Metro Bank hires Dan Frumkin as permanent chief executive

High street lender Metro Bank has appointed interim boss Dan Frumkin as its permanent chief executive as the group looks to recover after a tough year.

The 55-year-old has been interim chief executive since January 1 after former boss Craig Donaldson stepped down in December amid falling profits and the fallout from an accounting blunder.

Mr Frumkin was previously Metro Bank’s chief transformation officer, having joined the group last September.

Before that, he spent eight years at The Bank of NT Butterfield & Son Limited – a community bank based in Bermuda – most recently as global chief operating officer.

He also previously held roles at Royal Bank of Scotland and Northern Rock.

Metro Bank chairman Sir Michael Snyder said: “The combination of three decades of experience across retail banking and the positive impact he has made since joining Metro Bank last year mean we have identified an impressive CEO to take Metro Bank into its second decade.”

Mr Frumkin said: “This is a business with robust foundations and real potential to shake up British banking.
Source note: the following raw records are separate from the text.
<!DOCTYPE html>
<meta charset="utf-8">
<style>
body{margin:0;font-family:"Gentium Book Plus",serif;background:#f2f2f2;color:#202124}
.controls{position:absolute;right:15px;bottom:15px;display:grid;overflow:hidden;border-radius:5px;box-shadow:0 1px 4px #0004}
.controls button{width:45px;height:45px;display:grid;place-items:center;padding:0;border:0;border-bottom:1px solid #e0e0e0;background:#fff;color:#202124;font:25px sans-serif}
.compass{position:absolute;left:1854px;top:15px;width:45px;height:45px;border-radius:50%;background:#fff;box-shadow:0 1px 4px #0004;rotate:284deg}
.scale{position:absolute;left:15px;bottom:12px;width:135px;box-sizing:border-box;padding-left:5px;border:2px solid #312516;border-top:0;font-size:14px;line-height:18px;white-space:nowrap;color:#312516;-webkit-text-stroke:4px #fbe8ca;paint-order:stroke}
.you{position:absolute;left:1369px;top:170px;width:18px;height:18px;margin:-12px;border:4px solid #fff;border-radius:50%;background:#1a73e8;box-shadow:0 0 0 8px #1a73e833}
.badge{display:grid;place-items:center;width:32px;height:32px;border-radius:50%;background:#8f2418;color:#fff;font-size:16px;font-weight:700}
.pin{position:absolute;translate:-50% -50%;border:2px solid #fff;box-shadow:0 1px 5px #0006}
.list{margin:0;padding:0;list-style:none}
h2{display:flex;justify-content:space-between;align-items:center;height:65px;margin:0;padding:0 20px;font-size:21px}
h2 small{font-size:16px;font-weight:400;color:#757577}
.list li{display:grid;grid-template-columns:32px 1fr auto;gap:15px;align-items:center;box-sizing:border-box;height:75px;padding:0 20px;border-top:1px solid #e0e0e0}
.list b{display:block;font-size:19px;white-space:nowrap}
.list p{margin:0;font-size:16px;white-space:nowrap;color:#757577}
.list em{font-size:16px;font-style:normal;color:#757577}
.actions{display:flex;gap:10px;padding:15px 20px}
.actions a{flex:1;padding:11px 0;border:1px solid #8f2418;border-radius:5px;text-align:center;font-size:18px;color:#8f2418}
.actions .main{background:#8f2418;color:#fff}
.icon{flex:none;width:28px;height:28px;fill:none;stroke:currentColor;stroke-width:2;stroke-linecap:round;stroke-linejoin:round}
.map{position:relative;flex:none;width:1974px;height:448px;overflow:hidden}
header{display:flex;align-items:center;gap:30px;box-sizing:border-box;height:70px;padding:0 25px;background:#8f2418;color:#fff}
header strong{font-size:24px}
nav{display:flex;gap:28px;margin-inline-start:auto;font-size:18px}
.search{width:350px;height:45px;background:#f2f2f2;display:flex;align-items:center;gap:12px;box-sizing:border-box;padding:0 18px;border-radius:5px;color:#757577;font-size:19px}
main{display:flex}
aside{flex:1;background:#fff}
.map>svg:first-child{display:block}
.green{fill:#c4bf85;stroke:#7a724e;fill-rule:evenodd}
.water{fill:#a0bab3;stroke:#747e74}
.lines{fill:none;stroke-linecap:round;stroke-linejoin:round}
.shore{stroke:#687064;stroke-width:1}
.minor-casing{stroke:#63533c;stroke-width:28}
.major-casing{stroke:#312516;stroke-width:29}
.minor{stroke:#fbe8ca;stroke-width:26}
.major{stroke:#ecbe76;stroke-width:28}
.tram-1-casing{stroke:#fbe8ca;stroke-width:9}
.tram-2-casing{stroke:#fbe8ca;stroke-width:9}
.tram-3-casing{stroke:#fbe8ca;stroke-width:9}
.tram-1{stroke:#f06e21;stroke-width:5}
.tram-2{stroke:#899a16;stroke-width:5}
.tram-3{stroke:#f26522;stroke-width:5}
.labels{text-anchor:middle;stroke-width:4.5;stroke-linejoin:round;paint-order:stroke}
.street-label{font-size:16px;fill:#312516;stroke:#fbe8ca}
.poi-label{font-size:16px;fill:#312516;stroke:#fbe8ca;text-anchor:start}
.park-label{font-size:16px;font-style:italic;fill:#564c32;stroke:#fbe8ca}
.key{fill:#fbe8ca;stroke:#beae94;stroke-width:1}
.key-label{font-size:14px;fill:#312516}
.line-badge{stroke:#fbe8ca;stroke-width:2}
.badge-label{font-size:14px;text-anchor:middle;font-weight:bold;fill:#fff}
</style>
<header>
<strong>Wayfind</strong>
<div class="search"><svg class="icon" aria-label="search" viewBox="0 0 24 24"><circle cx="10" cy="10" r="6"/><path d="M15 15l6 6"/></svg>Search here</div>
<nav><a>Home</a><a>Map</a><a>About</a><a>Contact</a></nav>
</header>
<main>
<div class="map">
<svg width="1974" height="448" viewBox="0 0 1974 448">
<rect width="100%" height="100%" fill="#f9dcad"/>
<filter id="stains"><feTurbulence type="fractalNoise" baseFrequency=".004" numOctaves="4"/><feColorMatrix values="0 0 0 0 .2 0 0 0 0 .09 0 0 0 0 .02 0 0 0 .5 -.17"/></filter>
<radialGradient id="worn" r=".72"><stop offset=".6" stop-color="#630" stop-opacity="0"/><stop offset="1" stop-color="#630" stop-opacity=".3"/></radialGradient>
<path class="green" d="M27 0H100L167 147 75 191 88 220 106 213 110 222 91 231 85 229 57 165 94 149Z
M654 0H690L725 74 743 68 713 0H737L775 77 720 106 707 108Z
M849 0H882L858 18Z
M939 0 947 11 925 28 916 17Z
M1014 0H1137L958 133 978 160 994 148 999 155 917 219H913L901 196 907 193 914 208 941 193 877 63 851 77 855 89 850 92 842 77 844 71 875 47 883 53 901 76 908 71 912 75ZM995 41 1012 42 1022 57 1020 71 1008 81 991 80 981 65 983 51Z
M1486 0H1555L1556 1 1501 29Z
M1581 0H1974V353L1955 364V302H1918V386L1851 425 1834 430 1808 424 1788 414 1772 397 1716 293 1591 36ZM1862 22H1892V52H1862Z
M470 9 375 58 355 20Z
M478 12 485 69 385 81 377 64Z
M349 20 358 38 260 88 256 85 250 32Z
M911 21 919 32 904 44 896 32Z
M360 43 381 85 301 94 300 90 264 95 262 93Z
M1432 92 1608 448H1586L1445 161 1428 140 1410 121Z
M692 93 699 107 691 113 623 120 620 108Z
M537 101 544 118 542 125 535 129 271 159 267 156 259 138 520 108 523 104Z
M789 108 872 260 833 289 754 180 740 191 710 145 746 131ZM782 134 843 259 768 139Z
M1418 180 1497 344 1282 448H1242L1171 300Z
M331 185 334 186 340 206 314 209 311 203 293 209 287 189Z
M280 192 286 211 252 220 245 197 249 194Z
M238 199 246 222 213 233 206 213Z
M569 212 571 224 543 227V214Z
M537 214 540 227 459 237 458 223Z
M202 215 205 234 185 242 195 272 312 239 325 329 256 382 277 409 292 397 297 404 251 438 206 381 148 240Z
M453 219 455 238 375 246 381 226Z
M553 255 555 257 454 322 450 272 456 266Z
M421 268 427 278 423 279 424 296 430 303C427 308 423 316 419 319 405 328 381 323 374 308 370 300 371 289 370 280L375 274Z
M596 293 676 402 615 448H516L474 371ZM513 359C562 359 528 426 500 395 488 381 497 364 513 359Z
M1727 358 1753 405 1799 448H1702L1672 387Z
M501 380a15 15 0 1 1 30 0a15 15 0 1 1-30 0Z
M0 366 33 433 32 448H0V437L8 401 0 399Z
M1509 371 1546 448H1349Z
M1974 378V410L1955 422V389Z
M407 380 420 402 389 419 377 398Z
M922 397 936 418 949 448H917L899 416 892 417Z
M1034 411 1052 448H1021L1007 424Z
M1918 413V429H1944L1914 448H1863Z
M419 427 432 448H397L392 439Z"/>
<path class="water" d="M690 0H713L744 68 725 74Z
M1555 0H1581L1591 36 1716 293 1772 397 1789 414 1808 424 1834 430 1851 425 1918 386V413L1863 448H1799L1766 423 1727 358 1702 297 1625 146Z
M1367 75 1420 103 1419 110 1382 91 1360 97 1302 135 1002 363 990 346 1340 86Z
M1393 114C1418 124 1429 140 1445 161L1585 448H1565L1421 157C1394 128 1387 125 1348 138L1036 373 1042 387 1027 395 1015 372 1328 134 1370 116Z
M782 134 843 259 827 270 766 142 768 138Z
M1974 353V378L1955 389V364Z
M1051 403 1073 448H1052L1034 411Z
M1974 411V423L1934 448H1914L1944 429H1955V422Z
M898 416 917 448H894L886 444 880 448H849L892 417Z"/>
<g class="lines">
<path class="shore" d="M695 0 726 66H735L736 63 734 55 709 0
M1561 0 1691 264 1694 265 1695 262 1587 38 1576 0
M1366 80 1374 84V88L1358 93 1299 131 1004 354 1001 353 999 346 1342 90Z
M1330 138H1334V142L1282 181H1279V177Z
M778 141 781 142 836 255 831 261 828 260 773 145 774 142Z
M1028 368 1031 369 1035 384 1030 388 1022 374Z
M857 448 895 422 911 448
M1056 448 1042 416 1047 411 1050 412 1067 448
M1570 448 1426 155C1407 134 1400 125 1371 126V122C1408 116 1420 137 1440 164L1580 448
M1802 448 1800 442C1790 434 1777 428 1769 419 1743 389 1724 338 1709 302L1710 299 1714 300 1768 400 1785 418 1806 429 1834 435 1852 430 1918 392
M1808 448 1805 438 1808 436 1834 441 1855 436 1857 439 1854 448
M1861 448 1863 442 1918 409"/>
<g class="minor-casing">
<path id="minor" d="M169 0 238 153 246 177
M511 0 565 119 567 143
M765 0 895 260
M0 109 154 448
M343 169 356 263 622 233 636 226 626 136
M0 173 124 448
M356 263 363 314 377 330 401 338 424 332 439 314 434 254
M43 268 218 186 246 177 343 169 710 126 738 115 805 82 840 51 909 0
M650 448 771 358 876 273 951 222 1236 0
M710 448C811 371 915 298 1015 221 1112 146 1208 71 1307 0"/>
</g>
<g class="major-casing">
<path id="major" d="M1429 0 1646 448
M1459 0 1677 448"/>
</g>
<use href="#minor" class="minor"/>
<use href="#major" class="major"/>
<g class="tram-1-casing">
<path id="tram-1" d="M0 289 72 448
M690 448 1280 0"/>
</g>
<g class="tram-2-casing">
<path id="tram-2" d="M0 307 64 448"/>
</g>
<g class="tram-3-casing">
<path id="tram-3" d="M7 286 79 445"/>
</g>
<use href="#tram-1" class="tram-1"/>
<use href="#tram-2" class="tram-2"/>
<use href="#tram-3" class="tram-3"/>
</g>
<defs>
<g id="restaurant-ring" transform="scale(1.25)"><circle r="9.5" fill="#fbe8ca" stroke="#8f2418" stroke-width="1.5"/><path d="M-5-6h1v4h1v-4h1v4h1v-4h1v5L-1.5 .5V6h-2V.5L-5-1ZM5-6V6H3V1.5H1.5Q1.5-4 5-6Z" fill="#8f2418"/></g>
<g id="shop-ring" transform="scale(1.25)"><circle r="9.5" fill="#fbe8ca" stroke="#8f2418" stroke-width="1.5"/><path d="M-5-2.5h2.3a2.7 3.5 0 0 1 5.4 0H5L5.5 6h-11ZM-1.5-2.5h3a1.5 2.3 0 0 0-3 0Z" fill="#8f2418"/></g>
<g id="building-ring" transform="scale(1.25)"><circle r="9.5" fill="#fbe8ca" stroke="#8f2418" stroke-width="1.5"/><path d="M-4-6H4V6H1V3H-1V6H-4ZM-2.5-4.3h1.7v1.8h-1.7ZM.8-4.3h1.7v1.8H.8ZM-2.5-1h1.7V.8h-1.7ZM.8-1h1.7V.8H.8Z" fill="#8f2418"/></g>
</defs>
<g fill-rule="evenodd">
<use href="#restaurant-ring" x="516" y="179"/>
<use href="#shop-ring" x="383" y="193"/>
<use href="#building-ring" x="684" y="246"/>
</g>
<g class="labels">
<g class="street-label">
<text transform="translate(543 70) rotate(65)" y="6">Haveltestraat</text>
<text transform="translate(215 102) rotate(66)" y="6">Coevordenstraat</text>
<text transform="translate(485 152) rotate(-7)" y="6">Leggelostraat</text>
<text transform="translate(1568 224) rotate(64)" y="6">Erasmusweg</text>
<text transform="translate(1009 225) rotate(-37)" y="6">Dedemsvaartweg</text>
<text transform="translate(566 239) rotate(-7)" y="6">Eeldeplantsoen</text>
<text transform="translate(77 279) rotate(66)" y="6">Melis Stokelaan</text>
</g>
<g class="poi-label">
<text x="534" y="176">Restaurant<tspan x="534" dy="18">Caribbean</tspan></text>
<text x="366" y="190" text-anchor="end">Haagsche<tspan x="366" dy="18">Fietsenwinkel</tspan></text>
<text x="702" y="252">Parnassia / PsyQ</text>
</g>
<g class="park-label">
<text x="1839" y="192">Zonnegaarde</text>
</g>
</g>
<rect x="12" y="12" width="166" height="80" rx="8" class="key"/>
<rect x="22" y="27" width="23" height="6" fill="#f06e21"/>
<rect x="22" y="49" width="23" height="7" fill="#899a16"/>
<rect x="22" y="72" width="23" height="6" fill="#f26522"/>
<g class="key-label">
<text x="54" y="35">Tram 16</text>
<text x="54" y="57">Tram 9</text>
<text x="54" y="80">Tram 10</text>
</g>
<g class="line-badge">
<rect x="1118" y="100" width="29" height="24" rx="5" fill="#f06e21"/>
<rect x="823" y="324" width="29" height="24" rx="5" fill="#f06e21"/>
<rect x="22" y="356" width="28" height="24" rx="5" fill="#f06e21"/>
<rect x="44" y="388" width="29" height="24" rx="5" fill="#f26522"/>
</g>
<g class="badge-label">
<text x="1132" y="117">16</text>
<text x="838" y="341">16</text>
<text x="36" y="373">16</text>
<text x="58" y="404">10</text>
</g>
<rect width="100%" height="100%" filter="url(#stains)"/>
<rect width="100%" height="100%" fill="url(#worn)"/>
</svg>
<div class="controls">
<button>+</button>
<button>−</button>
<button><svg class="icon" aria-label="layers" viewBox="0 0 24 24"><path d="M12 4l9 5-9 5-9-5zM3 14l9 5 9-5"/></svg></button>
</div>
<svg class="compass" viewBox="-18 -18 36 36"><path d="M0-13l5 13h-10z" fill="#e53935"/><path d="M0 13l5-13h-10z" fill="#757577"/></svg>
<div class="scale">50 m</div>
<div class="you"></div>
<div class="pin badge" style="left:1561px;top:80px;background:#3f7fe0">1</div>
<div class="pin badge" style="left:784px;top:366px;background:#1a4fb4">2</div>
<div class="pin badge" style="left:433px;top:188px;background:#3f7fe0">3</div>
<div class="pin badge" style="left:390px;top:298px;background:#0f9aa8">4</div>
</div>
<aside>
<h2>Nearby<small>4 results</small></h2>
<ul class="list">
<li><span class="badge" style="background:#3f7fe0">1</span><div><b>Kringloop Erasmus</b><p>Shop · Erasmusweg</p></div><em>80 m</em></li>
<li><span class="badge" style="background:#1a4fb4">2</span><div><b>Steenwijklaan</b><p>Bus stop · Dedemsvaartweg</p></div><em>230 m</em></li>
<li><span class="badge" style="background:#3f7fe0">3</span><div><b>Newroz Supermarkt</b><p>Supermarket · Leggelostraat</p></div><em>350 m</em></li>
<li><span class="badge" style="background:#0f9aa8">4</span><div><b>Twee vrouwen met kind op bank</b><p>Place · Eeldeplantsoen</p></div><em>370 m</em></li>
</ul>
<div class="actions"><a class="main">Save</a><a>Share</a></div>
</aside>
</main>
“I am excited about the opportunity and look forward to updating the market on our plans on February 26.”

He will be paid an annual salary of £740,000, with potential bonuses worth up to £1.48 million on top.

His appointment comes ahead of the group’s full-year results on February 26, which are expected to show the impact of a difficult year.

Metro Bank’s shares have been decimated since the start of 2019 after it revealed a £900 million accounting mistake in January.

The bank’s troubles were compounded when it was forced to abandon a bond offer, initially planned to secure £250 million.

The group relaunched fundraising plans earlier in October, looking to achieve £300 million, which soared to around £475 million on strong demand from investors.

But since then, the group revealed it swung to a £2.2 million loss in the third quarter, from profits of £15.1 million a year earlier.

In the first nine months of 2019, its profits fell by 71%, compared with the same period a year earlier, to £11.3 million.